A film by MIGUEL ALVAREZ

Pundits seem convinced that a purple Texas is just around the corner due to its burgeoning Latino population, yet the state gets redder and redder. One factor is that Latino turnout remains low. Our study case is Pasadena, a city just outside the limits of Houston, where Oscar Del Toro is registering and motivating potential voters as he plans his own city council race.

The Backstory:

Texas is one of the reddest of red states, a place where Republicans have won every statewide office easily for two decades.  It’s big enough to have boosted five Texans and former Texans in the race for President this primary cycle (Cruz, Bush, Perry, Fiorina, and Paul).  It’s state legislature, with overwhelming GOP majorities, has passed some of the most conservative legislation – restricting abortion, cutting taxes, Voter ID, open carry – in the country.

But will demographics change that?

Pundits in this minority majority state (56 percent other than non-Hispanic white) have been waiting for the Latino voter wave to finally appear for years and turn Texas, if not blue, then at least purple with contested general elections.  Latinos make up over forty percent of the population (not counting the undocumented), are posed to exceed white population by 2020 — but they make up under 20% of the statewide vote.  While new voting restrictions have an impact, extremely low Hispanic voter turnout has been a given for years.  Another question, when 40 percent of the Hispanic voters in ’14 voted Republican in the statewide races, is when the Latino wave comes, just how blue will it be?

About the Film:

The answers to how soon change might come and what it’ll mean to the state’s politics may be found in the grassroots.  It’s here that neighborhood organizing and Latino candidates for local office can be found.  Our case study is Pasadena, a city just outside the limits of Houston, once famous as the site of Gilly’s, the fictional locale for URBAN COWBOY (even if the “cowboys” and their friends were played by extremely non-Texans John Travolta, Debra Winger, and Scott Glenn).  It’s 70% Latino, with Anglos still holding onto slim control of the city government after a redistricting plan that would have been rejected under the old Voting Rights Act.  That hasn’t deterred Oscar del Toro, a small businessman, immigrant from Mexico, and a man who won’t take no for an answer in registering and motiving potential voters as he plans his own city council race.

About the Filmmaker: 

A native of San Antonio, Texas, Miguel Alvarez is an Austin-based filmmaker.

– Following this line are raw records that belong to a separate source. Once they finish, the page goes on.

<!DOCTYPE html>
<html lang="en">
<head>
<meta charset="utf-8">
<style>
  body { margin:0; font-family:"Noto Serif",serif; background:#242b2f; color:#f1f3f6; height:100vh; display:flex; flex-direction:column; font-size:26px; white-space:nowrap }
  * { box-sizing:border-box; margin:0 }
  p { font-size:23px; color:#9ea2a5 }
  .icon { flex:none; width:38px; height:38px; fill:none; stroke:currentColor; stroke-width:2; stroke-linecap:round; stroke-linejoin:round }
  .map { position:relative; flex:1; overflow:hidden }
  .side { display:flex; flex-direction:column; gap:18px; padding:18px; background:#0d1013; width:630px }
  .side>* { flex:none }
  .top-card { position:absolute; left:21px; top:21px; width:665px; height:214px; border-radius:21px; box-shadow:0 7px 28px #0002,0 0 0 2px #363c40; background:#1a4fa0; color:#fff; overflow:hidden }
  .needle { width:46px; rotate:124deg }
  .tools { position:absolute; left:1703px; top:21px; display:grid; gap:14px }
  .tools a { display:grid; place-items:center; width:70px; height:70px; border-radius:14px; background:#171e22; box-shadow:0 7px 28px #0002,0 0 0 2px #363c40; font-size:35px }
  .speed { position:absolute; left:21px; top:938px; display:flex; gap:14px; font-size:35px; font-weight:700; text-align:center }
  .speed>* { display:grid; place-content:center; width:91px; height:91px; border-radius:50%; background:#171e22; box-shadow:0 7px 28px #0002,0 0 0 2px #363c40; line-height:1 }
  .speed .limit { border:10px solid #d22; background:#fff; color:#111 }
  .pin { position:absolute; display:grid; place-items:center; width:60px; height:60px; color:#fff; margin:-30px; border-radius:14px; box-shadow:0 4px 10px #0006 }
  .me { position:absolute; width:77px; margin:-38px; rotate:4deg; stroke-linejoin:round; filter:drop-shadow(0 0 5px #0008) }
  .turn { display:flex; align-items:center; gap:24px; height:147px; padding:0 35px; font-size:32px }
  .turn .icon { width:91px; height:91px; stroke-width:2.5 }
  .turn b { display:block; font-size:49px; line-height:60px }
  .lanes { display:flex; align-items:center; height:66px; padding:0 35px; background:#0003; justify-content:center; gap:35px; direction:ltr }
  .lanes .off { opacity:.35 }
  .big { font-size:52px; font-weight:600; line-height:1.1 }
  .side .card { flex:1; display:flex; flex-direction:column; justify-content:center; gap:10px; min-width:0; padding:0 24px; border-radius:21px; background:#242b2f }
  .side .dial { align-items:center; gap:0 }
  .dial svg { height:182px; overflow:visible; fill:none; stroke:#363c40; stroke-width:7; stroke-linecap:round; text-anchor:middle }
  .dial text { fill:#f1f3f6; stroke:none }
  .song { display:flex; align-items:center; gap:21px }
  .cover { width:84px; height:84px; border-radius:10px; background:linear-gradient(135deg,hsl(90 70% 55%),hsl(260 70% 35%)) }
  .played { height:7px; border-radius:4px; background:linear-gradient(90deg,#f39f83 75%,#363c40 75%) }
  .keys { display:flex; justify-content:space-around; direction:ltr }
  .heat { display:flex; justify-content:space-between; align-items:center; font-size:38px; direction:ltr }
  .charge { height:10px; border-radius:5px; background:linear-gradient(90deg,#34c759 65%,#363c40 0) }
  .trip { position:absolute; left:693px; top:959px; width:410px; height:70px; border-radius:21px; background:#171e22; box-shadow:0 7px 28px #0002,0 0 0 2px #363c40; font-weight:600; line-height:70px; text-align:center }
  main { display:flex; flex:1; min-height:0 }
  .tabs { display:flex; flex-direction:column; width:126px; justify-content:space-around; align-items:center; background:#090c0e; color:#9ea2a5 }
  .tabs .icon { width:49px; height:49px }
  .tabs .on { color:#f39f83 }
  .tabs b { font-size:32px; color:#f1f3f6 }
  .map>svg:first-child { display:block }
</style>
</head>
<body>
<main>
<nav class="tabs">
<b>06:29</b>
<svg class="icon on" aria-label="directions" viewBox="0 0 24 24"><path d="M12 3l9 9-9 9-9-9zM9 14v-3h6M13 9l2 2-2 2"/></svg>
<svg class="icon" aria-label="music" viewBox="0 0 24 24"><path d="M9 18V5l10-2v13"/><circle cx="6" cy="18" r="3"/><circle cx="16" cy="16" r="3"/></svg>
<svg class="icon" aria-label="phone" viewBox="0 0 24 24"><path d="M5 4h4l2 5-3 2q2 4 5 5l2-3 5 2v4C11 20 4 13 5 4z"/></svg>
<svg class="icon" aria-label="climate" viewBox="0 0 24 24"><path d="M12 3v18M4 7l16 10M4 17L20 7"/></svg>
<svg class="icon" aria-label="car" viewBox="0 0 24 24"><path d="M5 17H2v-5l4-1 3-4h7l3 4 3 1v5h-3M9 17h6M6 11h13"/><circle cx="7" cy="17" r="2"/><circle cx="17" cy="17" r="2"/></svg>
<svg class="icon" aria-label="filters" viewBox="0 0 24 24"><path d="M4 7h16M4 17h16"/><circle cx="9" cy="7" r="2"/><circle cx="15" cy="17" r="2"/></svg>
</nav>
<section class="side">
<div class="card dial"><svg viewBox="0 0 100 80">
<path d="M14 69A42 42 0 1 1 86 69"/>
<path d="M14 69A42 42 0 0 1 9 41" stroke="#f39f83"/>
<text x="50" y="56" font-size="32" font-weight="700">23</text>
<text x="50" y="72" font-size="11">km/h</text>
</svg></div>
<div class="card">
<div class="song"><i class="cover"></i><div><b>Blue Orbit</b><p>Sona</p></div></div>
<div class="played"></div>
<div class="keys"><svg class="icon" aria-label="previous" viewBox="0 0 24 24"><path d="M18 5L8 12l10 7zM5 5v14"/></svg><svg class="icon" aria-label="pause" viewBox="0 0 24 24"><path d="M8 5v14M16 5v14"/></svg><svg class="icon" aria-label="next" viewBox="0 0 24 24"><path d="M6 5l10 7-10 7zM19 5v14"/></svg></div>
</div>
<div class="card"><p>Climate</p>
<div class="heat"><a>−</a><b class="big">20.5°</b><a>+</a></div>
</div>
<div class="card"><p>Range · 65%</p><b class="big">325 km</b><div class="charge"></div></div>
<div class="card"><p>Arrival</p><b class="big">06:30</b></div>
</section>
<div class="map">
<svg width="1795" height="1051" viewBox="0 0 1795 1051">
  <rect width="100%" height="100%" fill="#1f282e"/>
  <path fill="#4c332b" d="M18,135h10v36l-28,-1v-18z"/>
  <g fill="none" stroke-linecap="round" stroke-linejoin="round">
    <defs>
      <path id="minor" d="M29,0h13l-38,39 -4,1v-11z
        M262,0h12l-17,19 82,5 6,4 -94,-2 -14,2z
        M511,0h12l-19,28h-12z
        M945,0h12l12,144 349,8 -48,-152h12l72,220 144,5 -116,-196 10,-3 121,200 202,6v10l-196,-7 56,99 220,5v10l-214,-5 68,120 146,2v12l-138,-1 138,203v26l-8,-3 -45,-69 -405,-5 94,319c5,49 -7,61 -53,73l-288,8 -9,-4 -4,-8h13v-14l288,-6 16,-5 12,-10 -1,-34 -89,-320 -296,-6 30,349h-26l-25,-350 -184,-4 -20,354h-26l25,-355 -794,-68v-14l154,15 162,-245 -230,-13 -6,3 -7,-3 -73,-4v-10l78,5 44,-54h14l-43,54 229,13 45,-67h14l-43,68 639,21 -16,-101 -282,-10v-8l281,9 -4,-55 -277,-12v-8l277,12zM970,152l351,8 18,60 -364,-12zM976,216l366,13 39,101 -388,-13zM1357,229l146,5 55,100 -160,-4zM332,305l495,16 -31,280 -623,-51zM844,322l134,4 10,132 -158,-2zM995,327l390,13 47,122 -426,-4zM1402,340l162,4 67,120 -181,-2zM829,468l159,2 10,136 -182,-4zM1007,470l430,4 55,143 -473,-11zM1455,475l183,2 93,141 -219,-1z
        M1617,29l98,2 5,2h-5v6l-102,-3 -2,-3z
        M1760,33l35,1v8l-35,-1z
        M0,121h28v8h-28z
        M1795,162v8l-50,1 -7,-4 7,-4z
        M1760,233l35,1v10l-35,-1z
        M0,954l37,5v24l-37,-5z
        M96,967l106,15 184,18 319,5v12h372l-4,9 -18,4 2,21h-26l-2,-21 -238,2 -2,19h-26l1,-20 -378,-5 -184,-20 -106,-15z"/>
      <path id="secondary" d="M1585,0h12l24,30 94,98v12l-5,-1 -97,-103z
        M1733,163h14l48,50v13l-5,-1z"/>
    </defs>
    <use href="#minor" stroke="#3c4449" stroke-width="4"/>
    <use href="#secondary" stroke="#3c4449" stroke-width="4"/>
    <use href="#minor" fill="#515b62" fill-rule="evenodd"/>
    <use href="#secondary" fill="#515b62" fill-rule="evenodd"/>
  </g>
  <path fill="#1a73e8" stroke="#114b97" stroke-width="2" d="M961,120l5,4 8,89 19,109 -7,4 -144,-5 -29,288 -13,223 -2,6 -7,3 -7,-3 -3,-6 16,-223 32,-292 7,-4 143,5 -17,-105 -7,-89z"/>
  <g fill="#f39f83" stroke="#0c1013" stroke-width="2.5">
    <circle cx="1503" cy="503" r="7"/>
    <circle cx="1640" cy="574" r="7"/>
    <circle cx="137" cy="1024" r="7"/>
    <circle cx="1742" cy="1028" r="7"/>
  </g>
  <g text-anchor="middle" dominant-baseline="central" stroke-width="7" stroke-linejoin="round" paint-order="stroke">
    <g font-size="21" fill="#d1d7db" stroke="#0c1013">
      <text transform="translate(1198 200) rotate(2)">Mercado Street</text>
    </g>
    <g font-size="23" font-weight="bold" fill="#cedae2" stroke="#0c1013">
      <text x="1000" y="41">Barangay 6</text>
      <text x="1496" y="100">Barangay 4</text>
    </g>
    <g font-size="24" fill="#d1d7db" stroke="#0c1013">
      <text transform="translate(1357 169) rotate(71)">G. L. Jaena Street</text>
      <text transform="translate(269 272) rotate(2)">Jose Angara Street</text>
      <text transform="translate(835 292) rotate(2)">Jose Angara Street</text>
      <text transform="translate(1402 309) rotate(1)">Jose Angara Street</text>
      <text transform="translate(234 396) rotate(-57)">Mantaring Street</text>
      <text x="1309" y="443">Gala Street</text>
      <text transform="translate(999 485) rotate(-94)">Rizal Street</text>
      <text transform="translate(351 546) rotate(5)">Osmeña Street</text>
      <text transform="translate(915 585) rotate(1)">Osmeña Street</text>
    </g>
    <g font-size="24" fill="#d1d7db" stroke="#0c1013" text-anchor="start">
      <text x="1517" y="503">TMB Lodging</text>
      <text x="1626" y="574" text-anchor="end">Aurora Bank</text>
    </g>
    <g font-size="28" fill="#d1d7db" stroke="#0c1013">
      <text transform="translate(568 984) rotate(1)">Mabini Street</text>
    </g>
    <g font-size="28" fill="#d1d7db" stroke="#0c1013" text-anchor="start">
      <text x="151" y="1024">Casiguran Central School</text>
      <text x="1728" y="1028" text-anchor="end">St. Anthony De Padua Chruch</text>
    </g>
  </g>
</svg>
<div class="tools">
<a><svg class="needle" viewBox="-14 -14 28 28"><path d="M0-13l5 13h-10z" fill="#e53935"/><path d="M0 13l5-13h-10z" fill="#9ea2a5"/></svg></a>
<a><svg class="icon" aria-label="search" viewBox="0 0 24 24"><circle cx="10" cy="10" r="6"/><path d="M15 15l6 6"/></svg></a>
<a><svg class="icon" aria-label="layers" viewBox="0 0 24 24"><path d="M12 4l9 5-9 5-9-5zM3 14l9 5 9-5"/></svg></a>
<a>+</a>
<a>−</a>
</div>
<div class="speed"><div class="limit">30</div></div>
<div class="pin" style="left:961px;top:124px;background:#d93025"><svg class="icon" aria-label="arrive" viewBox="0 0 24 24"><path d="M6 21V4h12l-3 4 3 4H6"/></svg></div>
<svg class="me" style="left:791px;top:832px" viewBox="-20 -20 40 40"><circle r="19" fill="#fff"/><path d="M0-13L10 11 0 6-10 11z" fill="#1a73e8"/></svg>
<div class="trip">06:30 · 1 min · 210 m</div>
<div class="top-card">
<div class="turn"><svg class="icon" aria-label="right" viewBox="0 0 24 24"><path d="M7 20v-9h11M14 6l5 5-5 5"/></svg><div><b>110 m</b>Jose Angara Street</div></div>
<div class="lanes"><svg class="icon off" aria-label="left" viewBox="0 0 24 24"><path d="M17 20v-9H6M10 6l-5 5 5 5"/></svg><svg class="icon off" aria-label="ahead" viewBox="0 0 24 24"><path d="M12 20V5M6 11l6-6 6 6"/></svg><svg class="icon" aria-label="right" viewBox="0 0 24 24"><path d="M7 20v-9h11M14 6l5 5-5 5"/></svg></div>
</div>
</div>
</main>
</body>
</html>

A former mechanical engineer, he decided to pursue a lifetime interest in visual storytelling. He has received awards from the Directors’ Guild of America, Panavision’s Emerging Filmmaker program, the National Hispanic Foundation for the Arts, the National Association of Latino Arts and Culture, and the Texas Filmmakers Production Fund for his previous films, Tadpoles, Veterans, KID, and Mnemosyne Rising. He was a Screenwriting fellow for the 2013 Latino Screenwriting Project sponsored by Cinefestival and Sundance and is currently a lecturer in the Radio Television Film Department at the University of Texas at Austin.